Bill Gates Sr. passed away on Monday. He was 94.University of Washington

 

Though Bill Gates, Sr., may have graduated from the University of Washington nearly 70 years ago, in many ways he never really left.

Gates was a standout Husky — as a Regent for 15 years, leader of ground-breaking philanthropic campaigns and a recipient of numerous accolades, including the Alumnus Summa Laude Dignatus Award in 2013. He loved Husky football and cheered on from Husky Stadium, Row K, Seat 32.

Gates died Monday. He was 94.

“The entire University of Washington community mourns the loss of one of the great public servants of our day: William H. Gates, Sr. Bill was a cornerstone of the University of Washington and our community,” said UW President Ana Mari Cauce. “His influence has been immeasurable. Bill’s passion for education, generous public spirit, tremendous integrity and extraordinary civic mindedness has created a legacy here and around the world.”

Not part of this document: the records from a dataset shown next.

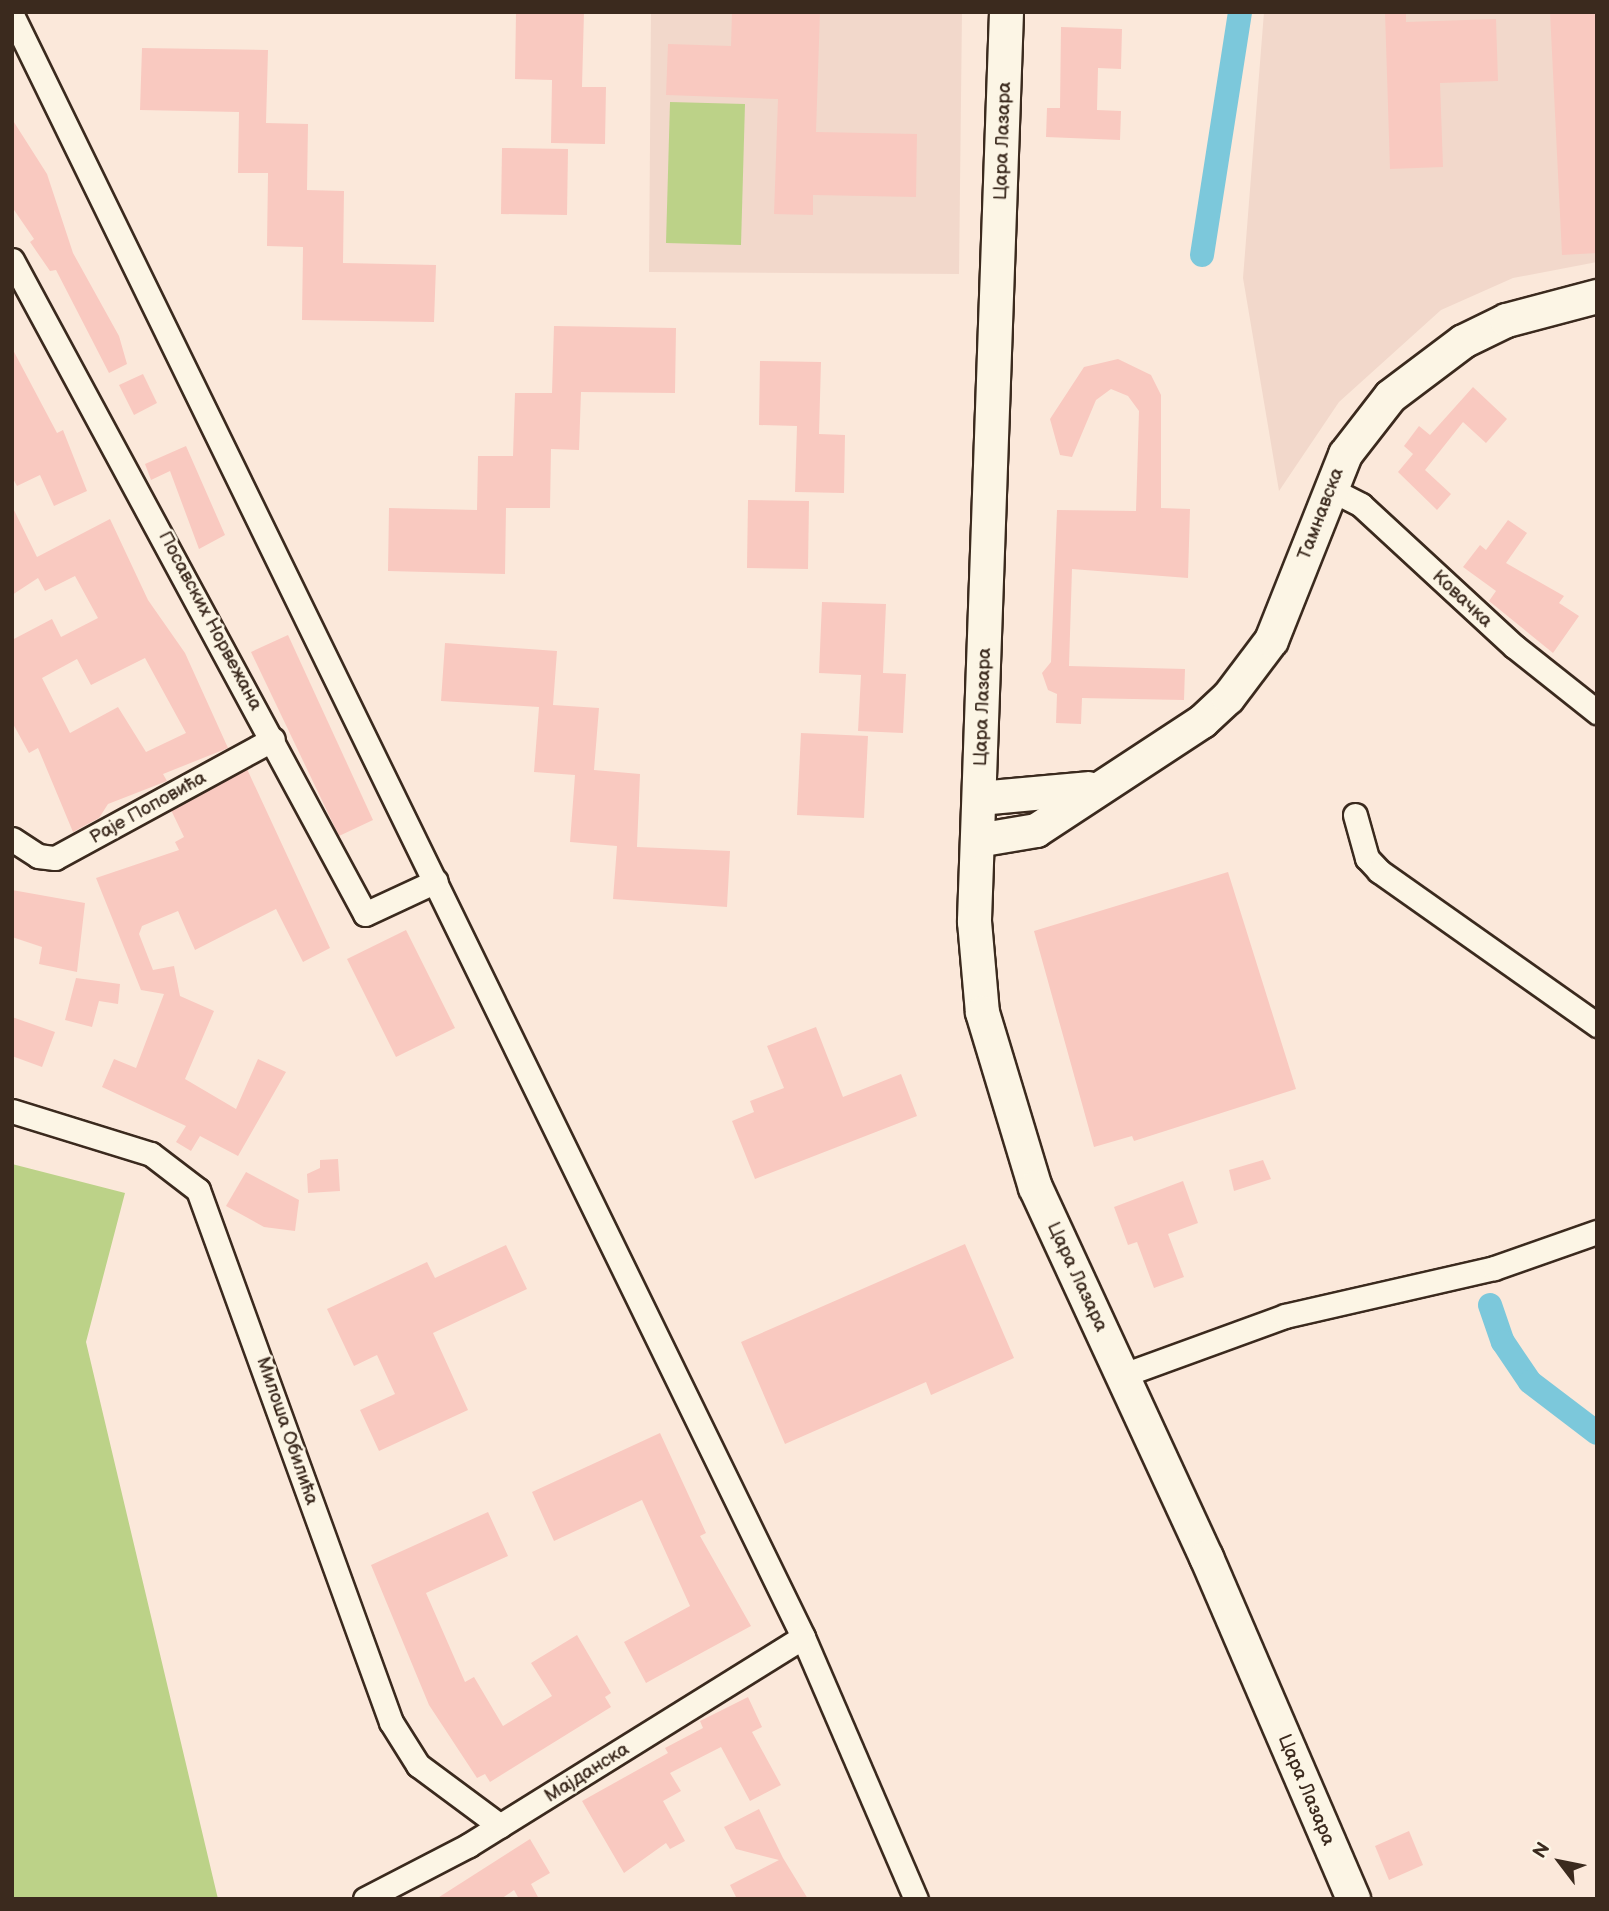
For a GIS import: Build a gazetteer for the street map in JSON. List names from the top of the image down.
{
  "streets": {
    "main road": ["Цара Лазара", "Тамнавска"],
    "street": [
      "Ковачка",
      "Посавских Норвежана",
      "Раје Поповића",
      "Милоша Обилића",
      "Мајданска"
    ]
  },
  "crossings": [
    ["Цара Лазара", "Тамнавска"],
    ["Тамнавска", "Ковачка"],
    ["Посавских Норвежана", "Раје Поповића"],
    ["Милоша Обилића", "Мајданска"]
  ],
  "north": "top left"
}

Bill Gates, Sr.University of Washington

The running theme of Gates’ life was civic engagement. A longtime attorney, Gates founded the Seattle law and lobbying firm Preston Gates & Ellis — now known as K&L Gates. He served on numerous non-profit boards, presided over both the King County Bar Association and the Washington State Bar Association, and ran a number of ballot initiatives. At the UW, his dedication was so strong and impactful that he was pronounced a regent emeritus when his term on the Board of Regents ended in 2012.

His son Bill Gates of Microsoft fame, invited his father to help run the Bill & Melinda Gates Foundation, advancing global health. There, Gates, Sr. cemented his pledge to leave the world a better place.

“I personally witnessed his tireless commitment to social justice and health during an eye-opening trip we took together to Africa in 2002,” former U.S. President Jimmy Carter told Columns magazine in 2013. “I treasure his friendship. He reminds us all of our shared humanity and responsibility to each other.”

Watch a video remembrance here.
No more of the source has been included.